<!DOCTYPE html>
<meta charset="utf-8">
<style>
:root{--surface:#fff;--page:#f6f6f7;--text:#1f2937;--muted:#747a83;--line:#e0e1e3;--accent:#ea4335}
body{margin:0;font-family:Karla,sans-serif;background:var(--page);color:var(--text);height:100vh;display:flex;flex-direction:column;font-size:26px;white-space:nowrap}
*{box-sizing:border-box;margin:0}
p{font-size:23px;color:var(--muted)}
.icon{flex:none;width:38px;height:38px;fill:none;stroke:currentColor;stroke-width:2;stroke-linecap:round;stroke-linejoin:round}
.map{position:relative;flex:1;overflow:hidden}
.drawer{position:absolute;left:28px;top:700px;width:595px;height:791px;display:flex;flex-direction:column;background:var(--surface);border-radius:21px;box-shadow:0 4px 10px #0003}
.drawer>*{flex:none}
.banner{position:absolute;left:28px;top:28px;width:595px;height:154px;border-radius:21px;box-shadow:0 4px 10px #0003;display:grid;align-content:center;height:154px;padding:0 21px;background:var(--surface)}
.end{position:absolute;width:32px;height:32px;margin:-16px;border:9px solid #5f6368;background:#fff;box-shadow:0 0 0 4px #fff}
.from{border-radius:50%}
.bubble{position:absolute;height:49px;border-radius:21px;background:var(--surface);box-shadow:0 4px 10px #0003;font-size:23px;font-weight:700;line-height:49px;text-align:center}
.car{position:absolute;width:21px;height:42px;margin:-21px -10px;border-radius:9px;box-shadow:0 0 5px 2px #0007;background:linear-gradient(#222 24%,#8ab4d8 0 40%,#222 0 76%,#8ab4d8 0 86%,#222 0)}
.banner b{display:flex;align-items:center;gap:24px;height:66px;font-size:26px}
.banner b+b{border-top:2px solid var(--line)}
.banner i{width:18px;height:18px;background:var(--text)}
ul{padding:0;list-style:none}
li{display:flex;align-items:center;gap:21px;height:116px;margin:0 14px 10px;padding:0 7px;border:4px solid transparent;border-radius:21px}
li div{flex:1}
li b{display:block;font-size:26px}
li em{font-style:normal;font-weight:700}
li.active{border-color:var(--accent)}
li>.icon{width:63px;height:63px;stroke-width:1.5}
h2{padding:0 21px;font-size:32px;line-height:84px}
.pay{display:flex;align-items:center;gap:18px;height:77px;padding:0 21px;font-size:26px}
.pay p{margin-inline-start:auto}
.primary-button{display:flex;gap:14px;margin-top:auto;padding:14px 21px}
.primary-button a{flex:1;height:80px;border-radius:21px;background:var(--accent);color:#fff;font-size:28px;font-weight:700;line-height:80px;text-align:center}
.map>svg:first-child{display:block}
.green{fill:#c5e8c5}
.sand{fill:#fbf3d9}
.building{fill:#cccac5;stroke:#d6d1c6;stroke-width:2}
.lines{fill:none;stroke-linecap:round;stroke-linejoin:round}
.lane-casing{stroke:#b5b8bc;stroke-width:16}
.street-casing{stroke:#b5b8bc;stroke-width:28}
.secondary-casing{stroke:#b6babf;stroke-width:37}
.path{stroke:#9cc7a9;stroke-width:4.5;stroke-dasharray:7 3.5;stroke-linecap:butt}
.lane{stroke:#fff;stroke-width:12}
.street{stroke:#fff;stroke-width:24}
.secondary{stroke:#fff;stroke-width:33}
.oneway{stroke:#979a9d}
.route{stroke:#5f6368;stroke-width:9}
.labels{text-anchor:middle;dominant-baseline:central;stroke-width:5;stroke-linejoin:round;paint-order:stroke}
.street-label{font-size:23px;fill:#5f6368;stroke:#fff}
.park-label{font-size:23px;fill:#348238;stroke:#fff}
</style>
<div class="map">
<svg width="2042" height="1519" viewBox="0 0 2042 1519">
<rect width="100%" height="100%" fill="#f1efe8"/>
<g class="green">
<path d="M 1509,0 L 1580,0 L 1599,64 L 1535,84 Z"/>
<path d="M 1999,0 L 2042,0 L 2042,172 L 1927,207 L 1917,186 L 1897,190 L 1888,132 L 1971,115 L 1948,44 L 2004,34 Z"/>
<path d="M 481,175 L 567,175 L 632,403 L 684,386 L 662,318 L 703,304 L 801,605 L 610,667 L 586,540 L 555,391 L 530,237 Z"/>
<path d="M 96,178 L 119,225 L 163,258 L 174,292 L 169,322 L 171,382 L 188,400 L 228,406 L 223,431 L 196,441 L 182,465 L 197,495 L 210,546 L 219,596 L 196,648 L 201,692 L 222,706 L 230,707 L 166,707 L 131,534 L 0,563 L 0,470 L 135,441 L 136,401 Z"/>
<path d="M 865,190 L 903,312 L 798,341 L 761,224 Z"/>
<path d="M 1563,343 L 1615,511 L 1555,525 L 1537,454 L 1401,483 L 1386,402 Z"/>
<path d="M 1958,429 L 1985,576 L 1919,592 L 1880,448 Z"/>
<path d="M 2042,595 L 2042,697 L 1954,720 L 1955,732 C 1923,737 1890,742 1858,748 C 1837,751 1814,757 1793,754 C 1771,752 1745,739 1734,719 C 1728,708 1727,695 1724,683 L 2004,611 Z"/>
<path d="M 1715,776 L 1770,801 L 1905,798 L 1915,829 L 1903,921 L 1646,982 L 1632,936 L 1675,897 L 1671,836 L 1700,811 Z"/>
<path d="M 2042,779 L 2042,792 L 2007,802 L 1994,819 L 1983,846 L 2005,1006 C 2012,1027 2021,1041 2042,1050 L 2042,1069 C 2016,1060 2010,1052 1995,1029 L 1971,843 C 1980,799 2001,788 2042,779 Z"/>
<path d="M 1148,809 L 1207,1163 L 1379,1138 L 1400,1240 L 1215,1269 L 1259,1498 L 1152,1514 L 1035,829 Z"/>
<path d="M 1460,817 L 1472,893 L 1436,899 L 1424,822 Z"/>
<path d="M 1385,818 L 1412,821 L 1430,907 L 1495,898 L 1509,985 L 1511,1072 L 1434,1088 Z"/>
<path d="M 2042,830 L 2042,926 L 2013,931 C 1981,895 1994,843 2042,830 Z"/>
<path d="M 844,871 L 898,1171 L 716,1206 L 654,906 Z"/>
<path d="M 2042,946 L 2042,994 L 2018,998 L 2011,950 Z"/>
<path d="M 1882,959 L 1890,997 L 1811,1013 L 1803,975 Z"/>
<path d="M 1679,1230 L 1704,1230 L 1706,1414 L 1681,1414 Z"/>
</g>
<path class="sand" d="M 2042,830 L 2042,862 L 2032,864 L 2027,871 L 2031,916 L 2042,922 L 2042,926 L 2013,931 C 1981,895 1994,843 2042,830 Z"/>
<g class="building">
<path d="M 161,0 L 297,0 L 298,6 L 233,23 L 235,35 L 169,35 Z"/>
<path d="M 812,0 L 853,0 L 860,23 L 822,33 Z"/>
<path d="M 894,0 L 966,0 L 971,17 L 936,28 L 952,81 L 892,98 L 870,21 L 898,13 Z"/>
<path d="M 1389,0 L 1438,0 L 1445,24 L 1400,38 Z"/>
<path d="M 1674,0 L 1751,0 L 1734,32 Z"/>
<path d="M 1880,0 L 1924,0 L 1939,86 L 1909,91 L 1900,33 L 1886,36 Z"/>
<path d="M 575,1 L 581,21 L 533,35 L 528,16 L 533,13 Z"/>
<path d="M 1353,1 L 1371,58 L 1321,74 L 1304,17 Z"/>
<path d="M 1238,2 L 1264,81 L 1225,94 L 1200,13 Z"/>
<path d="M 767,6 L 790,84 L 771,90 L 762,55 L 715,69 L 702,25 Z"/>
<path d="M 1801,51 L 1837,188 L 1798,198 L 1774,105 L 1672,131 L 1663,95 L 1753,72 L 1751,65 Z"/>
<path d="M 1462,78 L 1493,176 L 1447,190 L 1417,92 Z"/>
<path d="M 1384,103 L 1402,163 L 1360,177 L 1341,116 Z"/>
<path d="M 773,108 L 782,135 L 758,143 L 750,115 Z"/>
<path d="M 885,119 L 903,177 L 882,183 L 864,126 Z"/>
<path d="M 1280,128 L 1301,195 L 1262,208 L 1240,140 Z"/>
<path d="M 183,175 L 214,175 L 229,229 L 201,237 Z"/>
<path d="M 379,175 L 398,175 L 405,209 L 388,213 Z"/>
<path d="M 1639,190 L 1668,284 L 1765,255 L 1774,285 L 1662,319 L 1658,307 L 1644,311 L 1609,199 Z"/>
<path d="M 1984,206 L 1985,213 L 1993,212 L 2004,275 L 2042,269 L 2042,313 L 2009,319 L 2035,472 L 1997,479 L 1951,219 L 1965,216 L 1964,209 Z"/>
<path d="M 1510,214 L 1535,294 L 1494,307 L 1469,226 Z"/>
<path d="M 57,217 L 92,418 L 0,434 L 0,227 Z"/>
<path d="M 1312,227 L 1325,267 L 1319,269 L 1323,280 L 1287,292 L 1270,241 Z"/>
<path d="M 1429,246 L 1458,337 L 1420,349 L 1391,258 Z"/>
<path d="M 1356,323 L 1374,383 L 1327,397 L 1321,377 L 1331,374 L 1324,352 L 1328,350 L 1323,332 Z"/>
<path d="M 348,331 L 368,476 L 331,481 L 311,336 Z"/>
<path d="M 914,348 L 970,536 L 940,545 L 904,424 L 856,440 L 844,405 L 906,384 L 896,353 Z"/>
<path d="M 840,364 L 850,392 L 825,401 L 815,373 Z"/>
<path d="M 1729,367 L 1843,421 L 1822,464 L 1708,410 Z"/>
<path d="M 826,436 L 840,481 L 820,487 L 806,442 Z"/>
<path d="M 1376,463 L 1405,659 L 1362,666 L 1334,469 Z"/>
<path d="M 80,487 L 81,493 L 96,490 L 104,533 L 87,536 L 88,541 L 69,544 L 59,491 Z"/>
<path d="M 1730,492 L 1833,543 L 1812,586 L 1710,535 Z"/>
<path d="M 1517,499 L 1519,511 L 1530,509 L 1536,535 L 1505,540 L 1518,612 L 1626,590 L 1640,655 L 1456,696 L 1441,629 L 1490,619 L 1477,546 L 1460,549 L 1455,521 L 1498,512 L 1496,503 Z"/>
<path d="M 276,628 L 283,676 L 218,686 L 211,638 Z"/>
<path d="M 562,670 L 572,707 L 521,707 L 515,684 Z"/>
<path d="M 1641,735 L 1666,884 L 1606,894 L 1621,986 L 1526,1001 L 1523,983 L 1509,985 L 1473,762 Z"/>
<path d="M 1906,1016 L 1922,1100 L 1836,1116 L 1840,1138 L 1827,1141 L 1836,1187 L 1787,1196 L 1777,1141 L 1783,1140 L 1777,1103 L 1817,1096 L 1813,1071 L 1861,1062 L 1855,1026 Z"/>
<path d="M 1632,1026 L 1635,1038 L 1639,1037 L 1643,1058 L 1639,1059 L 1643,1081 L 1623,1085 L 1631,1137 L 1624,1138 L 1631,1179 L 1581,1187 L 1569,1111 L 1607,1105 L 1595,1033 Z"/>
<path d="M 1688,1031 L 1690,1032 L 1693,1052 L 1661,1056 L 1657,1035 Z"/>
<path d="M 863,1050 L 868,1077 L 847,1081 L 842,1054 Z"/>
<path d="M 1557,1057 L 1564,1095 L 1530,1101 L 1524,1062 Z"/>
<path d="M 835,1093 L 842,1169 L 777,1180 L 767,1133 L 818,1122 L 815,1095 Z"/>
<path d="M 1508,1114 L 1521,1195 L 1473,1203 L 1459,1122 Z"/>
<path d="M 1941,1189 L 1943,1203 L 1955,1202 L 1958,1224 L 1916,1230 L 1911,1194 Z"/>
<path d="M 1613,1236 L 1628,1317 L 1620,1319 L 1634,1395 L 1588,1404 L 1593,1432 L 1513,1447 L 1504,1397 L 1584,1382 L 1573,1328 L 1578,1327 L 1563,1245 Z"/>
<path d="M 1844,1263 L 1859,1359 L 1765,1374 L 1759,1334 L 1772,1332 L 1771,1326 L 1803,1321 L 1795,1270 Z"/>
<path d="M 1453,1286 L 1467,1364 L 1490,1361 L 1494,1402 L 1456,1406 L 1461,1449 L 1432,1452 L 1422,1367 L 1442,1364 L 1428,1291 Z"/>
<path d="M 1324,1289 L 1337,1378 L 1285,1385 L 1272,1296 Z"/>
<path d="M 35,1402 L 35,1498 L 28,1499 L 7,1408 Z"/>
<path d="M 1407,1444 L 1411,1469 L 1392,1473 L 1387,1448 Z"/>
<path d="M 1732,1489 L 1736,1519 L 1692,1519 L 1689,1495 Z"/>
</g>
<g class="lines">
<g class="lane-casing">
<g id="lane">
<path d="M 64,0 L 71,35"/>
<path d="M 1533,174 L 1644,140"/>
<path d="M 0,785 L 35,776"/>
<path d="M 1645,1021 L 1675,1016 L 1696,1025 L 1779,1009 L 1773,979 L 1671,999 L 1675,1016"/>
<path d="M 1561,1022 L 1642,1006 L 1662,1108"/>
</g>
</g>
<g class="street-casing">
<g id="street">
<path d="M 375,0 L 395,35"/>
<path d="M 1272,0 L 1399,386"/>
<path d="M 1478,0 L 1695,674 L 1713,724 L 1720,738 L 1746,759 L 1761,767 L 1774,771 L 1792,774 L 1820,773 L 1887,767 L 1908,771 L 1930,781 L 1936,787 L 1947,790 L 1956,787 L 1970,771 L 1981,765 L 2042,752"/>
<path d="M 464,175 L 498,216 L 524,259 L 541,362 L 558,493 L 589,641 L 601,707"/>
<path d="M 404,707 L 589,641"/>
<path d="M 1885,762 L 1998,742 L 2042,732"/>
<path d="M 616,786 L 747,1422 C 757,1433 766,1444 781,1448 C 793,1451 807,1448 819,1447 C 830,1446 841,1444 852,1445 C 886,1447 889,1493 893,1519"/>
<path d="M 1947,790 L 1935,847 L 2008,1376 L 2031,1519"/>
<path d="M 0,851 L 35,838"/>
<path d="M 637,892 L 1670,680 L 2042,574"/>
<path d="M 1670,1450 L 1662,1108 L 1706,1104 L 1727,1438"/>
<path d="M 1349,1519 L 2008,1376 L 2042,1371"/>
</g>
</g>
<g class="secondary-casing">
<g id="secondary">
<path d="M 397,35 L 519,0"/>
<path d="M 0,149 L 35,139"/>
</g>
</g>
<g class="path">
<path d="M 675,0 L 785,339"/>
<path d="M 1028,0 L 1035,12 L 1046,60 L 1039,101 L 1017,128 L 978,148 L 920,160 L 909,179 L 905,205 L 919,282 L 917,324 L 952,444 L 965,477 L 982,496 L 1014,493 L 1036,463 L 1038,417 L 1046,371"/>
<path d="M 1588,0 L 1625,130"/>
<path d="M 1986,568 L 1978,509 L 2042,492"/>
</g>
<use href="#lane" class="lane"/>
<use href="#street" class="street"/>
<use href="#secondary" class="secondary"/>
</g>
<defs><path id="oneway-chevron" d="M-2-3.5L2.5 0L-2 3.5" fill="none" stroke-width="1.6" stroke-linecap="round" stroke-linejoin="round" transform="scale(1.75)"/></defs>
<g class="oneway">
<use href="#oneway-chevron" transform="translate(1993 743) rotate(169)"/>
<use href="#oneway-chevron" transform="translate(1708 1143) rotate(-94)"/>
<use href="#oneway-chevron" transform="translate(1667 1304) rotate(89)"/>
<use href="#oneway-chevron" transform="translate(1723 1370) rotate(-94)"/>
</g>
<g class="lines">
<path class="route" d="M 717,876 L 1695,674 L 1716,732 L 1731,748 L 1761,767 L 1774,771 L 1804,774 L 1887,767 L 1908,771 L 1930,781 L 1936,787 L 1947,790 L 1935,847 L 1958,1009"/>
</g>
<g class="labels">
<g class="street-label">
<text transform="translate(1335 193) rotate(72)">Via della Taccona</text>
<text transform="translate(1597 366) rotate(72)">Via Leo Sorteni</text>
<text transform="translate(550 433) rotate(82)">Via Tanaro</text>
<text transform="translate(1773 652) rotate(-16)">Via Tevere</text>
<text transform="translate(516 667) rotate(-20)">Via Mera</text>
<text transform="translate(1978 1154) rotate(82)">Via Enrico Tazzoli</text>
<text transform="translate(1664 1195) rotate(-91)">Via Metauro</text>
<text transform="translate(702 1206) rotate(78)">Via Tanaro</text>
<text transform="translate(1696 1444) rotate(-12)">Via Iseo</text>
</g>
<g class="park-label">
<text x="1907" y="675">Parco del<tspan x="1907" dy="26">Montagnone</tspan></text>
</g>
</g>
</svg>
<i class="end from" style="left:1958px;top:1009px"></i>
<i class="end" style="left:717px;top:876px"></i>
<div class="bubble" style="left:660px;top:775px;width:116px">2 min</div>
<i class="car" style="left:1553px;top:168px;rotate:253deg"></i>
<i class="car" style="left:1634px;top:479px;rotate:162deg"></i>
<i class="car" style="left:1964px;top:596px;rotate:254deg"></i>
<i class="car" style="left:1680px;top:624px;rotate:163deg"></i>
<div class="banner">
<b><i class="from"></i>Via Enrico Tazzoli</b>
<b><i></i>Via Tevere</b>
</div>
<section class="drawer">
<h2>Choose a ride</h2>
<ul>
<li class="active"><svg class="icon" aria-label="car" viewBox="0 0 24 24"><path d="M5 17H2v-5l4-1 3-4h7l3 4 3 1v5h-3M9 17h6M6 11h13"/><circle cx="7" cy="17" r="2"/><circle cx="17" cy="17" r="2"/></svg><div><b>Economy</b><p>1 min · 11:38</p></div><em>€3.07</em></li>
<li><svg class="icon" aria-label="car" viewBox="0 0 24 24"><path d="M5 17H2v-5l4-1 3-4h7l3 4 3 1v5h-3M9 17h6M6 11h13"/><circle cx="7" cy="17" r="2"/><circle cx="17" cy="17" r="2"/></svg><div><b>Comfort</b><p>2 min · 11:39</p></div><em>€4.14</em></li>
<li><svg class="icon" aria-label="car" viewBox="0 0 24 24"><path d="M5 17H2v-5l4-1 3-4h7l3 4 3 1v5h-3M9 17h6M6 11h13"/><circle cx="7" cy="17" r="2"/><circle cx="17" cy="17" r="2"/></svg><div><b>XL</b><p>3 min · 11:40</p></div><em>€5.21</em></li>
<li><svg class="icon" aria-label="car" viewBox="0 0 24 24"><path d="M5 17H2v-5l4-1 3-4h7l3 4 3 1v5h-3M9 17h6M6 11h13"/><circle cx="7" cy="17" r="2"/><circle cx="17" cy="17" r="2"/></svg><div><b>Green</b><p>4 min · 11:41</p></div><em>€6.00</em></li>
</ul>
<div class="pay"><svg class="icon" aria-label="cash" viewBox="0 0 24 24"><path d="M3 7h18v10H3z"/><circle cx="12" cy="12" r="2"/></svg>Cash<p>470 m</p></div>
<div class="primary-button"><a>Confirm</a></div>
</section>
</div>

• _EXERCISE DETAILS_
Within the material above, transcribe exactly the lines that run from the line holding "1280,128 L 1301,195" through the line holding "914,348 L 970,536".

• _ANSWER BELOW_
<path d="M 1280,128 L 1301,195 L 1262,208 L 1240,140 Z"/>
<path d="M 183,175 L 214,175 L 229,229 L 201,237 Z"/>
<path d="M 379,175 L 398,175 L 405,209 L 388,213 Z"/>
<path d="M 1639,190 L 1668,284 L 1765,255 L 1774,285 L 1662,319 L 1658,307 L 1644,311 L 1609,199 Z"/>
<path d="M 1984,206 L 1985,213 L 1993,212 L 2004,275 L 2042,269 L 2042,313 L 2009,319 L 2035,472 L 1997,479 L 1951,219 L 1965,216 L 1964,209 Z"/>
<path d="M 1510,214 L 1535,294 L 1494,307 L 1469,226 Z"/>
<path d="M 57,217 L 92,418 L 0,434 L 0,227 Z"/>
<path d="M 1312,227 L 1325,267 L 1319,269 L 1323,280 L 1287,292 L 1270,241 Z"/>
<path d="M 1429,246 L 1458,337 L 1420,349 L 1391,258 Z"/>
<path d="M 1356,323 L 1374,383 L 1327,397 L 1321,377 L 1331,374 L 1324,352 L 1328,350 L 1323,332 Z"/>
<path d="M 348,331 L 368,476 L 331,481 L 311,336 Z"/>
<path d="M 914,348 L 970,536 L 940,545 L 904,424 L 856,440 L 844,405 L 906,384 L 896,353 Z"/>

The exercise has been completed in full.